Terminology and Notation

[0089] Two reward systems can be distinguished: in-session rewards 20 and between-session rewards 22. The purpose of the former is to increase engagement and promote correct behaviour during biofeedback training and the latter to maintain interest in the training for long enough to see a lasting effect from gaining voluntary control of bodily functions. This distinction creates a clear boundary between the inner workings of the biofeedback agent 6 during a session and after/between sessions.
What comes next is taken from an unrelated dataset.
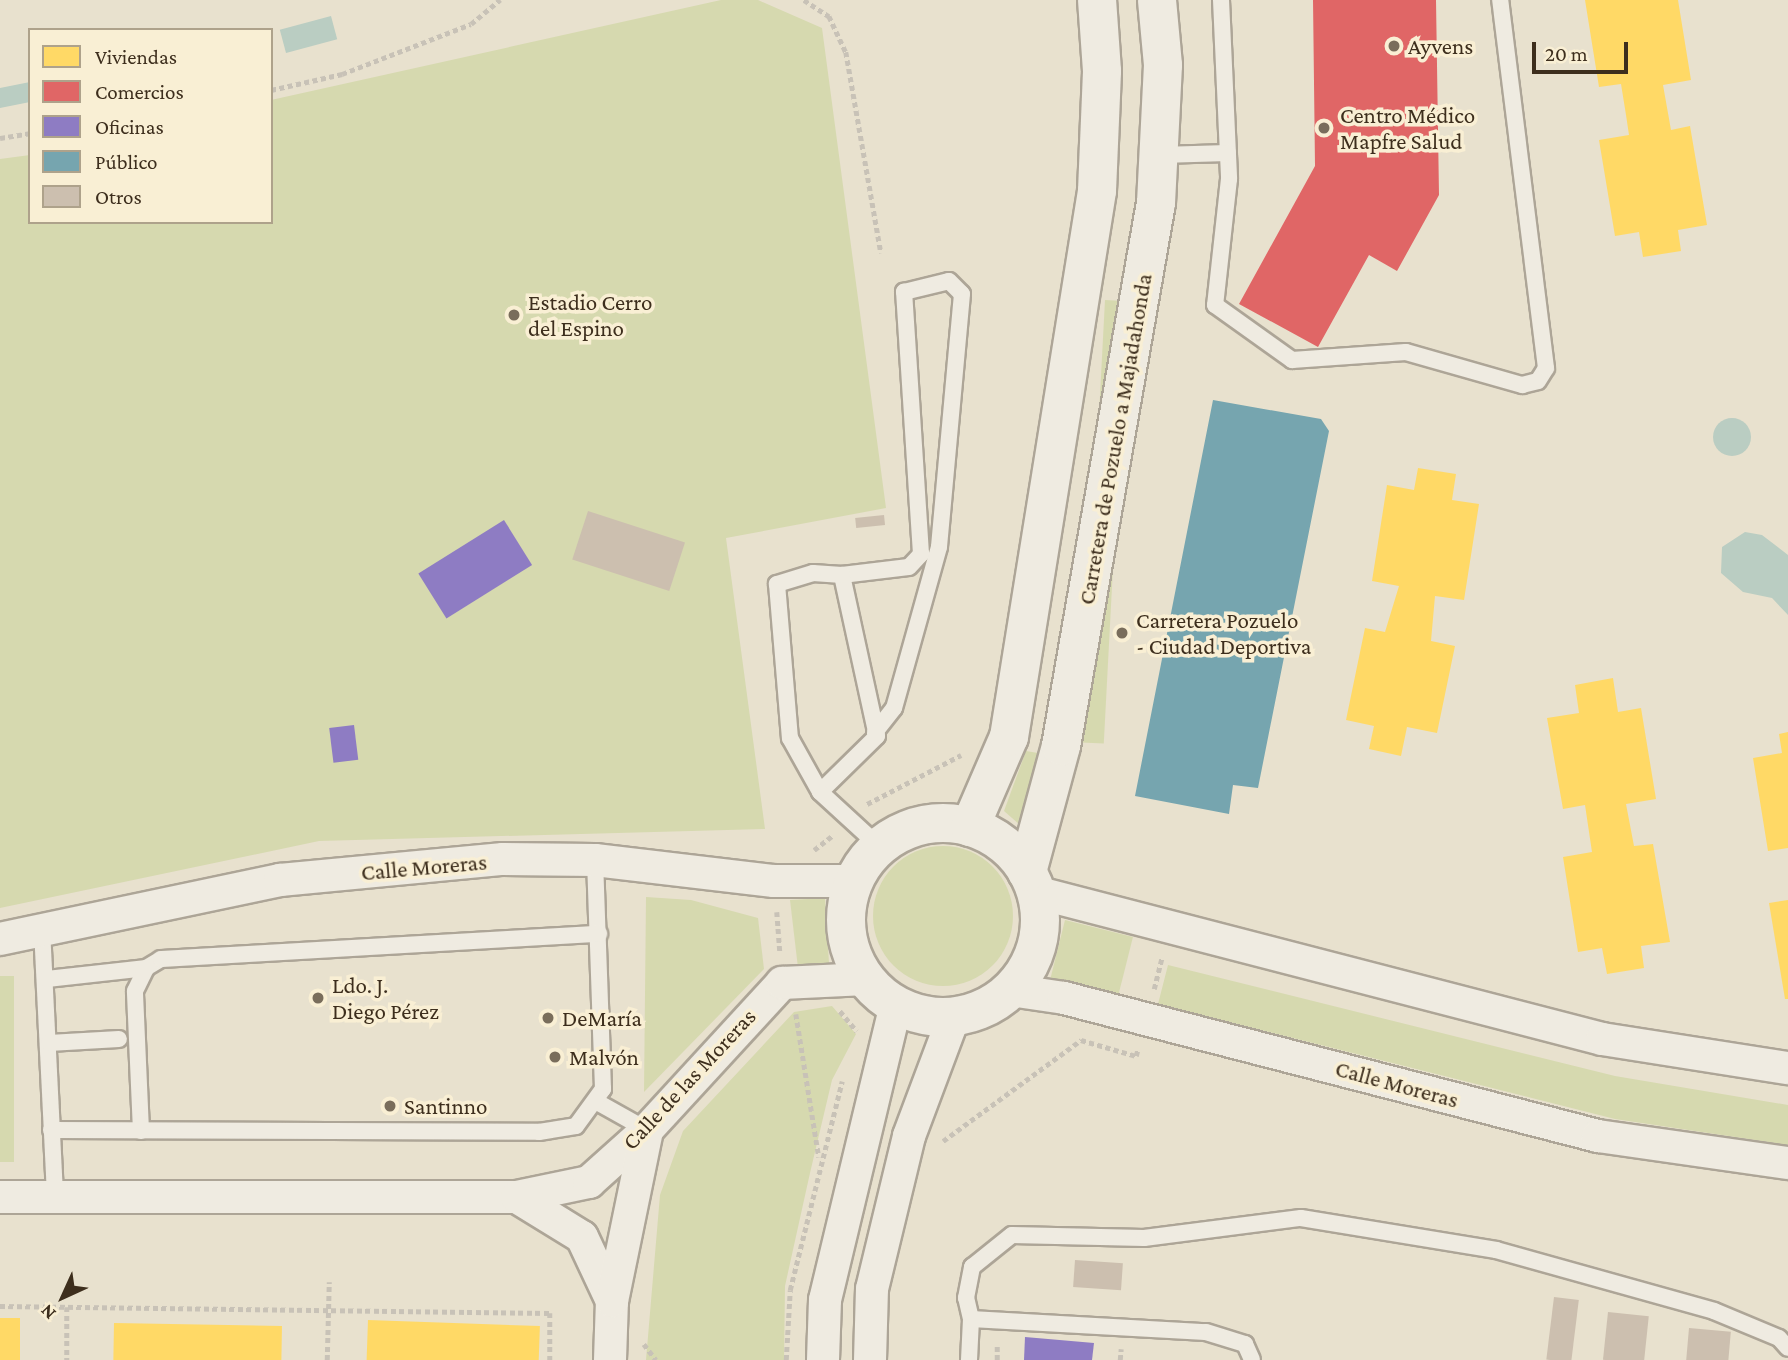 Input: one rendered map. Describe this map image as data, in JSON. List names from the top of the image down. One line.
{"streets":{"street":["Carretera de Pozuelo a Majadahonda","Calle Moreras","Calle de las Moreras"]},"crossings":[["Carretera de Pozuelo a Majadahonda","Calle Moreras"]],"places":["Ayvens","Centro Médico Mapfre Salud","Estadio Cerro del Espino","Carretera Pozuelo - Ciudad Deportiva","Ldo. J. Diego Pérez","DeMaría","Malvón","Santinno"],"legend":["Viviendas","Comercios","Oficinas","Público","Otros"],"scale_bar":"20 m","north":"bottom left"}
[0090] FIG. 2 illustrates the two reward systems used by the biofeedback agent 6, which is described in more detail below.

In-Session Rewards

[0091] In-session rewards 20 provide motivation on a short time-scale, i.e. minutes, seconds and milliseconds, during biofeedback training. The in-session reward 20 can further be divided into two categories, motivation through self-control 24 and operant conditioning 26, as shown by FIG. 2.

Operant Conditioning

[0092] Operant conditioning 26 is a type of associative learning process through which the strength of a behaviour is modified by reinforcement or punishment. It is also a procedure that is used to bring about such learning. The behaviour modifying techniques described herein are positive reinforcement and positive punishment.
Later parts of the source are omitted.